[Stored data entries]
↓↓↓
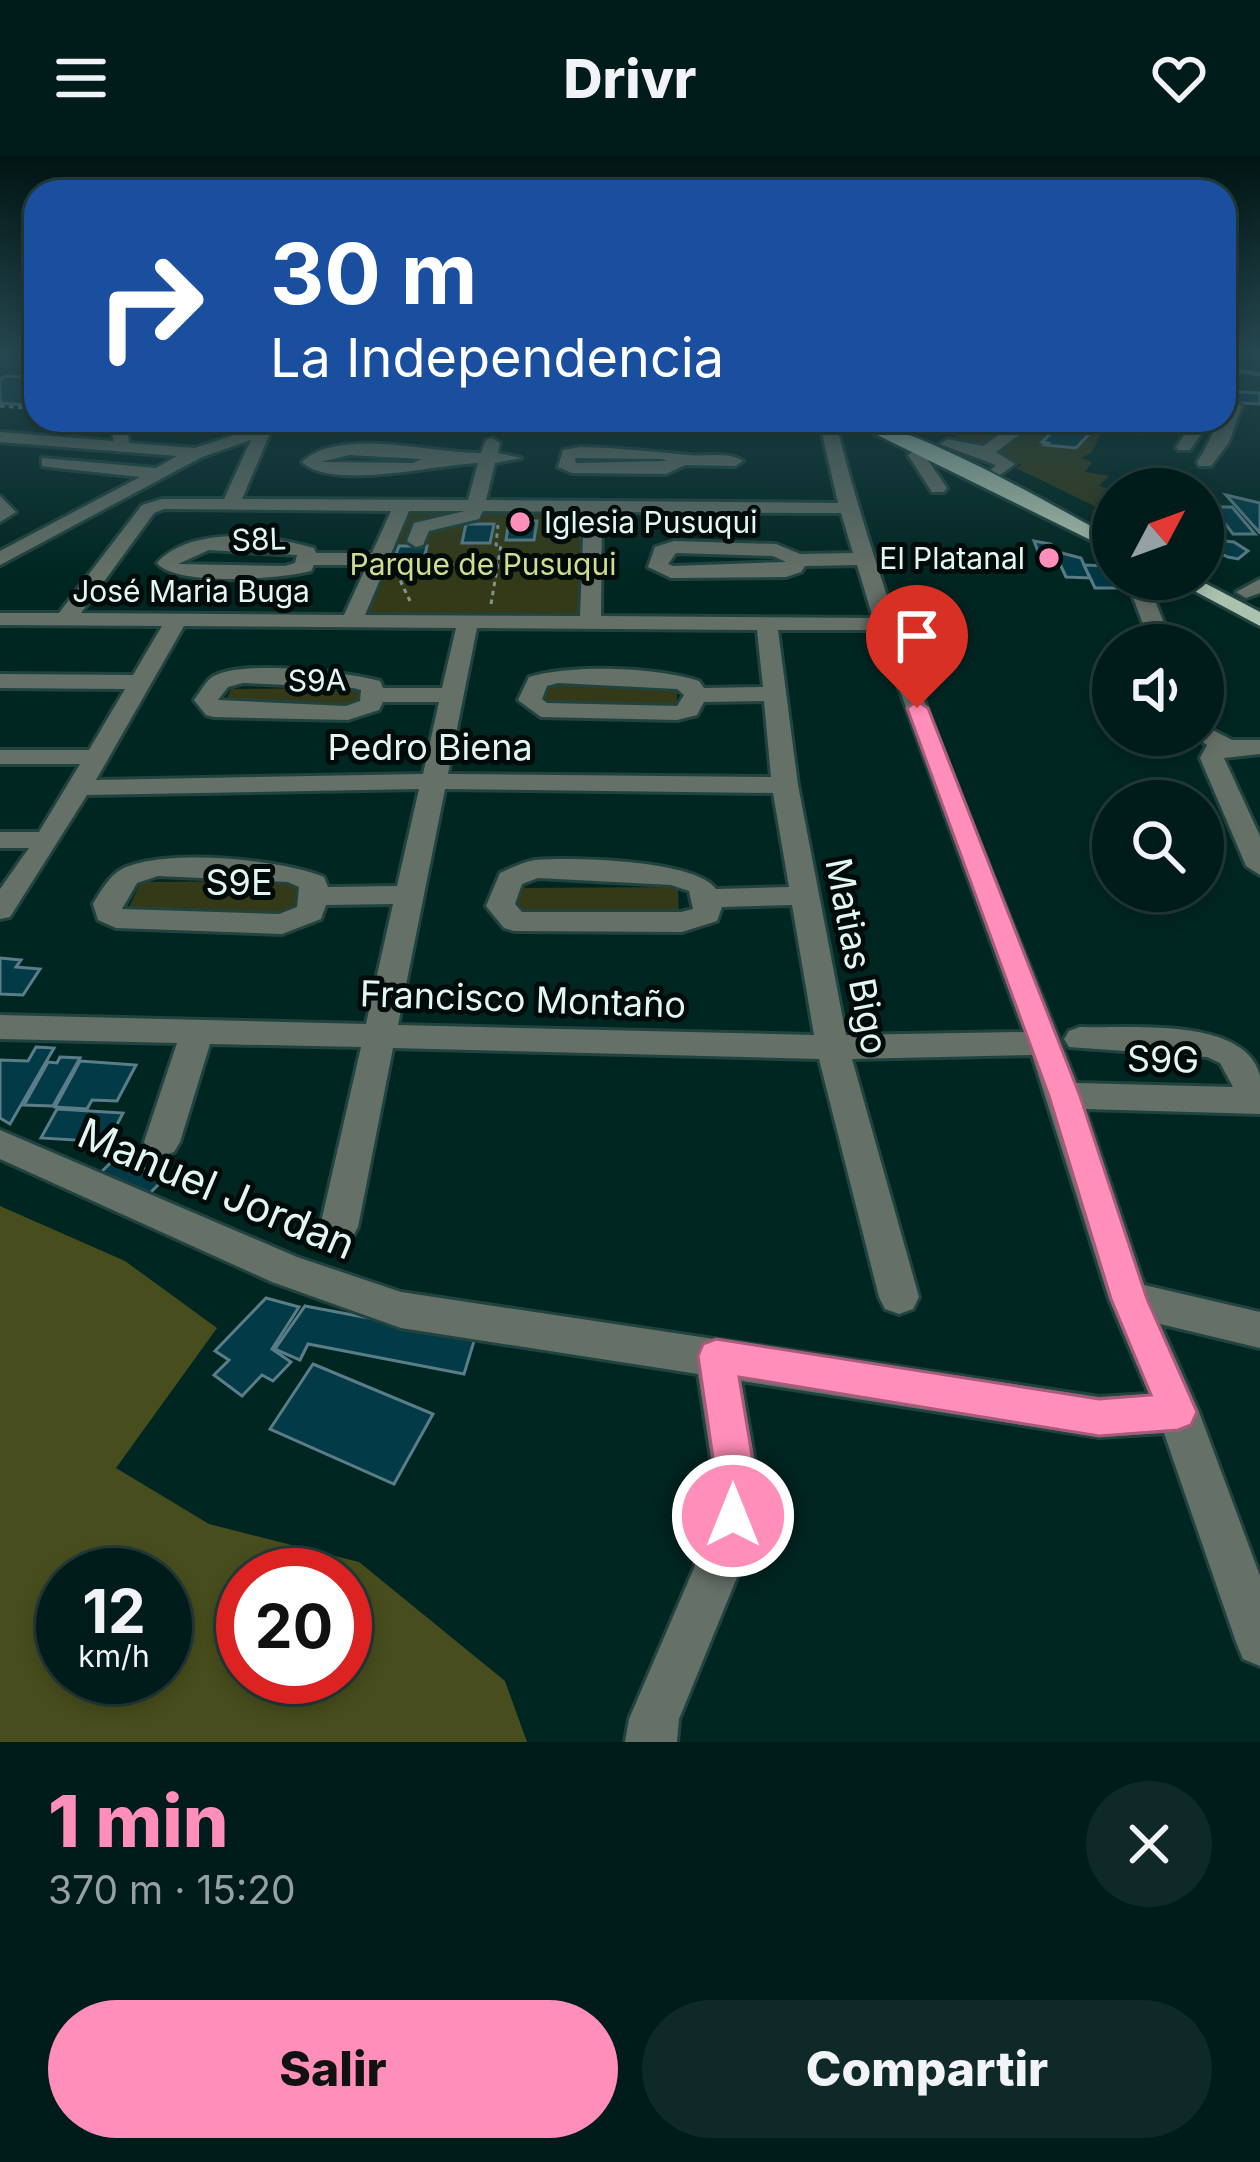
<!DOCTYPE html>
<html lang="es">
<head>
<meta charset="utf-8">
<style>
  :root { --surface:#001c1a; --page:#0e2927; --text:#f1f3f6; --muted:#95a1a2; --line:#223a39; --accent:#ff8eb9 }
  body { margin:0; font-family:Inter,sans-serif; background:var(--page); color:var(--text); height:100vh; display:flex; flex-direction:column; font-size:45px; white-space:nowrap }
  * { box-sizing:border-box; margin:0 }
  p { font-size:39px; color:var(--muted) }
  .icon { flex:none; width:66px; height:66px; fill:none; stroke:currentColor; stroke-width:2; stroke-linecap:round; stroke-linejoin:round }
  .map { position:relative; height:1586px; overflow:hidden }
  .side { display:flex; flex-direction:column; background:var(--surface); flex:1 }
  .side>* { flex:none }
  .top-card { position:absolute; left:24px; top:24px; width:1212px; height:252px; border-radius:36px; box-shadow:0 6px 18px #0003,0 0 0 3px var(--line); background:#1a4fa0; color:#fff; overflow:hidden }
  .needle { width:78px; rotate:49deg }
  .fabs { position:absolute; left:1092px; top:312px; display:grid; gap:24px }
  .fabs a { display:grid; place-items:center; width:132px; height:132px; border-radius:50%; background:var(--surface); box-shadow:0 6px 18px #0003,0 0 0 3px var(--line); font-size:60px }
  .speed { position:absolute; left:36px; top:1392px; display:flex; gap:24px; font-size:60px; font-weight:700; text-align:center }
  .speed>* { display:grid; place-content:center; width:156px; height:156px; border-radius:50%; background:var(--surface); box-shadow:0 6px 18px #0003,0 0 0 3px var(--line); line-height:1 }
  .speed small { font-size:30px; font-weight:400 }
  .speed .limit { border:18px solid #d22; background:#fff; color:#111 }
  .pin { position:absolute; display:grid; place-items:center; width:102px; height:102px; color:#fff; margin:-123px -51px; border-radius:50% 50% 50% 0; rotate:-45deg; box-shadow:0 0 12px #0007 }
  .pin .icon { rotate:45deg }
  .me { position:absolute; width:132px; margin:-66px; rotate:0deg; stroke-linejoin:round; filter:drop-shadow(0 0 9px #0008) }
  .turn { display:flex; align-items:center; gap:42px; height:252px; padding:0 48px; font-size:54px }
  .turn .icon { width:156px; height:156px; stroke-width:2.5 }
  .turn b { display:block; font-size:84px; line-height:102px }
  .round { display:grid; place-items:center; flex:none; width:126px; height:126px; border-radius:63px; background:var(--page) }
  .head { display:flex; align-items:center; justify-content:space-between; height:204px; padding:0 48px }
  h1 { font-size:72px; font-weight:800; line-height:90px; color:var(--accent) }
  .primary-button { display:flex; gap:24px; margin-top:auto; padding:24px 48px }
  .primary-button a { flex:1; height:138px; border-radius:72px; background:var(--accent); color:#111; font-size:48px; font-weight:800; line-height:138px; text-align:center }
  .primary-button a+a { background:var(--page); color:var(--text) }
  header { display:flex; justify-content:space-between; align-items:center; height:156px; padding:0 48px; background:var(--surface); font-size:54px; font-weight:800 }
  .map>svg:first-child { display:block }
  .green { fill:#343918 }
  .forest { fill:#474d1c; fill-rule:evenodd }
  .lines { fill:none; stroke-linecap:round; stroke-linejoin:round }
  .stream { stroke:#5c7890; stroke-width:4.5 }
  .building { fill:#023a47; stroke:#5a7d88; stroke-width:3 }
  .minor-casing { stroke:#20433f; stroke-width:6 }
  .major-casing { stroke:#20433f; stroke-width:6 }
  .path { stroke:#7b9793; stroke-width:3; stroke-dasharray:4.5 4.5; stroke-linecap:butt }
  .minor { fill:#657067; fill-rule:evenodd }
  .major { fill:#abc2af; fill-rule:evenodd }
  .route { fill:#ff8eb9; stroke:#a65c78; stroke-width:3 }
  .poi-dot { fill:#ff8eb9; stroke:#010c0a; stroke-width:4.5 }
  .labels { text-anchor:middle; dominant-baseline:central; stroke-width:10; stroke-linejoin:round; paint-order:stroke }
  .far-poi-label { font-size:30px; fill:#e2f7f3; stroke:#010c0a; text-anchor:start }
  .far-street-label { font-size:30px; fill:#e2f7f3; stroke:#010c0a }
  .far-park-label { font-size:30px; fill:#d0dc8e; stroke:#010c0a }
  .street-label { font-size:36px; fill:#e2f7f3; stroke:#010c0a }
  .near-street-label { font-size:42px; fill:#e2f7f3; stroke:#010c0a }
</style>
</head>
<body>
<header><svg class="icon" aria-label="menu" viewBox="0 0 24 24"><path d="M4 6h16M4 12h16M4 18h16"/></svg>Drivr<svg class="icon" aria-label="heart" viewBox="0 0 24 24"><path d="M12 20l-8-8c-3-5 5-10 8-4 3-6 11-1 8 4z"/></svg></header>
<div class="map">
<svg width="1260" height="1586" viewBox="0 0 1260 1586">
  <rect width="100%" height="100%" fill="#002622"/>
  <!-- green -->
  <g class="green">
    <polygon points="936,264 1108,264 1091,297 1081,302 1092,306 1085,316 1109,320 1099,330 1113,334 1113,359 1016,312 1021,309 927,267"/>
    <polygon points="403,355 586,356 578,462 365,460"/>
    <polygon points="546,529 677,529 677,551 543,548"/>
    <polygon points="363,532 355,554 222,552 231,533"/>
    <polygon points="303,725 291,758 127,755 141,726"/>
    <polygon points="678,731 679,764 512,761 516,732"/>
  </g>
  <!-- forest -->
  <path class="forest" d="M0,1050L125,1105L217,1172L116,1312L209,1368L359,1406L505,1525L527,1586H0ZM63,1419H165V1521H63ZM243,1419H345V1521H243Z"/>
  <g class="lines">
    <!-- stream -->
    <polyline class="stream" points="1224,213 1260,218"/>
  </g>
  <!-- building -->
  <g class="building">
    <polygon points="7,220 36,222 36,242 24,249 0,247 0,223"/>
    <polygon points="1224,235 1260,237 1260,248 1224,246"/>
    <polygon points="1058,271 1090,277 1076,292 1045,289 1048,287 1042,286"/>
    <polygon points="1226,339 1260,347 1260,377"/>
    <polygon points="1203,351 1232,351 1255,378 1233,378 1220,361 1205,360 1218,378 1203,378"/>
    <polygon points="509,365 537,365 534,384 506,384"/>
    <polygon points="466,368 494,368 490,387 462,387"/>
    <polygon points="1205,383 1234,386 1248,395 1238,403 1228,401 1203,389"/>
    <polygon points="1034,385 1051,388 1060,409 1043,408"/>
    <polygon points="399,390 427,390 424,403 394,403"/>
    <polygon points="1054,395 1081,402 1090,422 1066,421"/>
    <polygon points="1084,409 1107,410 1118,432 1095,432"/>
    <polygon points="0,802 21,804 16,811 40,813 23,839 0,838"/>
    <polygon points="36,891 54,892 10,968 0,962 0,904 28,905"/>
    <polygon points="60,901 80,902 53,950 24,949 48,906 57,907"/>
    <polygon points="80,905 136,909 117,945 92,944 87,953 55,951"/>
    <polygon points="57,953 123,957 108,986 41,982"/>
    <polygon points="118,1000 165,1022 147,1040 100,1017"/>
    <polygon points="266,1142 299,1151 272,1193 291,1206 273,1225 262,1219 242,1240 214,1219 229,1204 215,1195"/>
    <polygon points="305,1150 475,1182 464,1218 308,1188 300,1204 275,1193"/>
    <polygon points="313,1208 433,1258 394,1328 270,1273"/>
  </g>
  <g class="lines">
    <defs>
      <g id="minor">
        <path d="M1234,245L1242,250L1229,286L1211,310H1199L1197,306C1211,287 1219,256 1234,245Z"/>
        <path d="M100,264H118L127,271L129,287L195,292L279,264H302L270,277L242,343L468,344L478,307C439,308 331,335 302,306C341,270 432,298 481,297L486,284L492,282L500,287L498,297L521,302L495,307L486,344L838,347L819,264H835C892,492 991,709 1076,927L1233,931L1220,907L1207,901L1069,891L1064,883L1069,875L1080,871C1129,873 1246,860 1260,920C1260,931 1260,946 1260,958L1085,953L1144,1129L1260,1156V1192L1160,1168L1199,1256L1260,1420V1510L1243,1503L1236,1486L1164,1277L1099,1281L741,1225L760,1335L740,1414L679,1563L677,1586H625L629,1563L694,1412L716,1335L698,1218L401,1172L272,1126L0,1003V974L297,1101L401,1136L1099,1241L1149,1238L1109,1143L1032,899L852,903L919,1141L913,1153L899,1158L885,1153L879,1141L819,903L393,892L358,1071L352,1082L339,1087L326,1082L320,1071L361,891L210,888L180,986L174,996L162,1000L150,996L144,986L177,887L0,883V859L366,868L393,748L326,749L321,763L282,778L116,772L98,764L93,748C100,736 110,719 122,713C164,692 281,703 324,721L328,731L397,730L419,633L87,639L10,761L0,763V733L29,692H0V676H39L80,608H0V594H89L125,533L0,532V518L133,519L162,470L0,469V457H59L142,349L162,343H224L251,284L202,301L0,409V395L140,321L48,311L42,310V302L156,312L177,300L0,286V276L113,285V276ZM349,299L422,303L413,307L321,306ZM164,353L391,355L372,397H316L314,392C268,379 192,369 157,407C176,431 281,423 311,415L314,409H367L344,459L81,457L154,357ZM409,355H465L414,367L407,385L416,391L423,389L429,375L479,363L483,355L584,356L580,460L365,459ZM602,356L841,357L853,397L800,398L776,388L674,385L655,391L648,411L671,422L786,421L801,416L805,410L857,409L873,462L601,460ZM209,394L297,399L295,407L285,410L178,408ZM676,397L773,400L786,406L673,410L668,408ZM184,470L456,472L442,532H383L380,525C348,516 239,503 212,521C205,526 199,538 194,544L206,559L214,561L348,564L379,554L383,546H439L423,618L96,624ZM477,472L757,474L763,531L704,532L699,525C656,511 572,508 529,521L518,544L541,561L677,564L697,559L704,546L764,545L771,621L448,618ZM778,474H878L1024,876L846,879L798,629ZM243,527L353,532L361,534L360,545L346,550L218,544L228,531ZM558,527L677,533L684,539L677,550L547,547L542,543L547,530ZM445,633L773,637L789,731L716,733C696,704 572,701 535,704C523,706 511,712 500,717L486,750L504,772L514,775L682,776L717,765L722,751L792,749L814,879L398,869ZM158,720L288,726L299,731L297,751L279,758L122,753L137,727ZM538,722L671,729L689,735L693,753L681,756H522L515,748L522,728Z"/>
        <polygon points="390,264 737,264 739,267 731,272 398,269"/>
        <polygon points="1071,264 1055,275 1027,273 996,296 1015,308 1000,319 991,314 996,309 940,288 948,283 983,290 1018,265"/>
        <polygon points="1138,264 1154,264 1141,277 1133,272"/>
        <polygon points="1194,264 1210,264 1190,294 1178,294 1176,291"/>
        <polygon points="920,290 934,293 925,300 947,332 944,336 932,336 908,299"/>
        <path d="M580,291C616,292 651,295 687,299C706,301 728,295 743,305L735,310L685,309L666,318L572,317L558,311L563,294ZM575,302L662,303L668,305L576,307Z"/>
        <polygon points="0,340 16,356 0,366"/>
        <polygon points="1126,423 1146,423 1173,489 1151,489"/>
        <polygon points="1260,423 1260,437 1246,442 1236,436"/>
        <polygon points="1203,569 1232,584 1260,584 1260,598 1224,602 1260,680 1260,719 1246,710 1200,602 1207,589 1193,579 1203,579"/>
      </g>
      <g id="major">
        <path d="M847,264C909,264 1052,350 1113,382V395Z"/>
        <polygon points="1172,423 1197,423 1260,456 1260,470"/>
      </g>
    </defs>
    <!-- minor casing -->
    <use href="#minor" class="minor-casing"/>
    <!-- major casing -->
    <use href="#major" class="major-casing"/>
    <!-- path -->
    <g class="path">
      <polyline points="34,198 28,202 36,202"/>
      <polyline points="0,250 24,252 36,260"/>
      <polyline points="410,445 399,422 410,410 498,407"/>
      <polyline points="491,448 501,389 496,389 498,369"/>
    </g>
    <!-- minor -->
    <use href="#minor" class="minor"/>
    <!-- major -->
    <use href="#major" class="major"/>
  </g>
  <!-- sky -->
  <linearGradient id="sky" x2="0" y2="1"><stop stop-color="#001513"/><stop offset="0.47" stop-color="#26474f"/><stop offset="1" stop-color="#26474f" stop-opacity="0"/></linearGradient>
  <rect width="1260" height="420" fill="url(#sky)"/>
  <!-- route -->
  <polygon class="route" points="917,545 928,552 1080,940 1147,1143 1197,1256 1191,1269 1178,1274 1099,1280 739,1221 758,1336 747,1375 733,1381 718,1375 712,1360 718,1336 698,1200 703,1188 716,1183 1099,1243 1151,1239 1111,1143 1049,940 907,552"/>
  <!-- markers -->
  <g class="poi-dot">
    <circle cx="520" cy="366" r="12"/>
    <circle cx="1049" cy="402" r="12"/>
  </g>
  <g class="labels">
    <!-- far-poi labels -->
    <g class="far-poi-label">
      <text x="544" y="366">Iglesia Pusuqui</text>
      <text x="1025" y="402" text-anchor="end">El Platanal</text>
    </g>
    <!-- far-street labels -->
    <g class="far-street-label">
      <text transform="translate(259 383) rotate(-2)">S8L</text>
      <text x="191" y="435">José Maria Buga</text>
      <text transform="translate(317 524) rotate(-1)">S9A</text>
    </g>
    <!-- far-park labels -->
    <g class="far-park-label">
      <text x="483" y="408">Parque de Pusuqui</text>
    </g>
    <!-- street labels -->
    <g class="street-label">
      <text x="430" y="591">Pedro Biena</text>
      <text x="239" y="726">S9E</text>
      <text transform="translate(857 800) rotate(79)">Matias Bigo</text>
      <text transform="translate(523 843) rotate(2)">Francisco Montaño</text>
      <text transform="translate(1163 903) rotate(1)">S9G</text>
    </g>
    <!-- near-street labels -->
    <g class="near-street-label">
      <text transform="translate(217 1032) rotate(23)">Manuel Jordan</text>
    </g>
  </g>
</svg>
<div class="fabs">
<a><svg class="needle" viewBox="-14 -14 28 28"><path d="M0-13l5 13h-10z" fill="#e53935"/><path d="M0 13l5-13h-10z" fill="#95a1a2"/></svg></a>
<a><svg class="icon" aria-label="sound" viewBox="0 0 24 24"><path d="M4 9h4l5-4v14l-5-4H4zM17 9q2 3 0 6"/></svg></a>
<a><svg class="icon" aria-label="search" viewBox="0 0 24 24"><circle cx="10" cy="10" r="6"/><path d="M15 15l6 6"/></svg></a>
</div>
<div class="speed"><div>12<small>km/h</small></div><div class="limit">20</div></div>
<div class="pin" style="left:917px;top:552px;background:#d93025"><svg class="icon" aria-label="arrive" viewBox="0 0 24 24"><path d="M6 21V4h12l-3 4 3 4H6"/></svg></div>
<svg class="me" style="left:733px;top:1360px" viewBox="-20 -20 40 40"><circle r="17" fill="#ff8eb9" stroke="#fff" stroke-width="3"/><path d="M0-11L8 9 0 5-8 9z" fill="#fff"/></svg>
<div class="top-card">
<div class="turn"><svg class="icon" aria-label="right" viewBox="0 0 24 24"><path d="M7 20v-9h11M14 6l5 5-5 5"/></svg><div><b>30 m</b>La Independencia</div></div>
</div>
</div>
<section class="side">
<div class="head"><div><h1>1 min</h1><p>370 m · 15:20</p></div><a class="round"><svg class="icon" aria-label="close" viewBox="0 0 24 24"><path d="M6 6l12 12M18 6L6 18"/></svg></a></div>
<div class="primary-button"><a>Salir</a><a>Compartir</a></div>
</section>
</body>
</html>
↑↑↑
> THE TASK
Show me every line of the entries above that holds "fabs".

> EXERCISE SOLUTION
  .fabs { position:absolute; left:1092px; top:312px; display:grid; gap:24px }
  .fabs a { display:grid; place-items:center; width:132px; height:132px; border-radius:50%; background:var(--surface); box-shadow:0 6px 18px #0003,0 0 0 3px var(--line); font-size:60px }
<div class="fabs">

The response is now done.